I Call the Shots!

Alan Zendell, June 9, 2026

If ever there were an epithet that described Donald Trump, it’s the title of this piece. Our arrogant, rude, egotistical president has a desperate need to be in charge, or at least to have all of his sycophants tell him he is. That mostly worked for him until he entered politics. And therein lies the fundamental flaw in his assertion, in 2015, that what America needed was a successful businessman to run the country.

There are multiple flaws in that argument. One is the questionable suggestion that Trump is a successful businessman. Making money is not the only criteria for reaching such a conclusion. Other things, like the respect and admiration of peers and subordinates, the sense that the person in charge possesses a moral center and compassion for the people whose labors are what is actually making the business successful are more important. By those measures, Trump is anything but a model of success. The level to which people who have worked for or with him despise and distrust Trump is remarkable.

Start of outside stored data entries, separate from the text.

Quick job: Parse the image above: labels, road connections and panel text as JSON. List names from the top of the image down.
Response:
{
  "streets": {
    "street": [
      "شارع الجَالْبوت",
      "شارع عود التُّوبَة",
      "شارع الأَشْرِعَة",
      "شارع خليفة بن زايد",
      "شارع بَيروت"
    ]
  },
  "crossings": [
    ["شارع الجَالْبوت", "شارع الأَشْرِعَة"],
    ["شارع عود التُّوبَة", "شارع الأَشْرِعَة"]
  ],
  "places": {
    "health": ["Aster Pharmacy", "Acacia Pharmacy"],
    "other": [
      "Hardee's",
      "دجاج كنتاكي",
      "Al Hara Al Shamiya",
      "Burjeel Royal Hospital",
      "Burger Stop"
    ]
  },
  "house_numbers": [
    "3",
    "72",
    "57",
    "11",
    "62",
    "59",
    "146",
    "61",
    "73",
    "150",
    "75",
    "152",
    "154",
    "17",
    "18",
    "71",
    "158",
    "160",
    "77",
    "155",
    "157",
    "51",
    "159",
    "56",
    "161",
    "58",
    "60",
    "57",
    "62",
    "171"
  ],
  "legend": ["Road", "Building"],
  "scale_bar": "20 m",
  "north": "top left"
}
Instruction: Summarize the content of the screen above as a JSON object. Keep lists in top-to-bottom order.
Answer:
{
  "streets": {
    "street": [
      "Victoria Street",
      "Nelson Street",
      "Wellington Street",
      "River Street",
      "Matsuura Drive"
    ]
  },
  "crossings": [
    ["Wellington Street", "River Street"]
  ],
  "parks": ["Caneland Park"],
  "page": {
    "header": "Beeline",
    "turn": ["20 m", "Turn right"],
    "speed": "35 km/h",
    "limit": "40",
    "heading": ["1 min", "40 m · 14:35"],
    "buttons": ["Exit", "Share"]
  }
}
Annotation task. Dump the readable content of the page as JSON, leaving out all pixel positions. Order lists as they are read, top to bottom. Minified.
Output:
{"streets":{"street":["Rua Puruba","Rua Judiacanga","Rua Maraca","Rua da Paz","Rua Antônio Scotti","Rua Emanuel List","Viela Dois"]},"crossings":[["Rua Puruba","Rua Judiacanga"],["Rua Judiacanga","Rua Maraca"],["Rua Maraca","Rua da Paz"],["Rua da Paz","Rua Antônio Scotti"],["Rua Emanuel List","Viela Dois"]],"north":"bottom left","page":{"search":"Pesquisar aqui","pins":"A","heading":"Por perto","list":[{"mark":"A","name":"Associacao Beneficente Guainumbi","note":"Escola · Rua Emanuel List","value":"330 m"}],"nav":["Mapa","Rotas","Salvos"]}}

In business, a hated leader is tolerated as long as they’re making money for their patners and investors. When profits turn into losses or businesses run into severe protests or legal challenges, corporate boards and shareholders are ruthless. Presidents and CEOs find out quickly that they’re as replaceable as soiled underwear. Corporations don’t worry about fairness, ethics, or the approval of the masses. Make enough enemies and lose your edge, and you’re gone.

It doesn’t work that way in government. In a well-functioning republic, no single individual can maintain the kind of control Trump craves indefinitely. Screw up as badly as Trump does, anger and insult people indiscriminately, and let everyone see his total lack of compassion, and eventually they’ll topple him. It took all of Trump’s first term, which ended in the debacle of the January sixth insurrection at the Capitol, for that to sink in.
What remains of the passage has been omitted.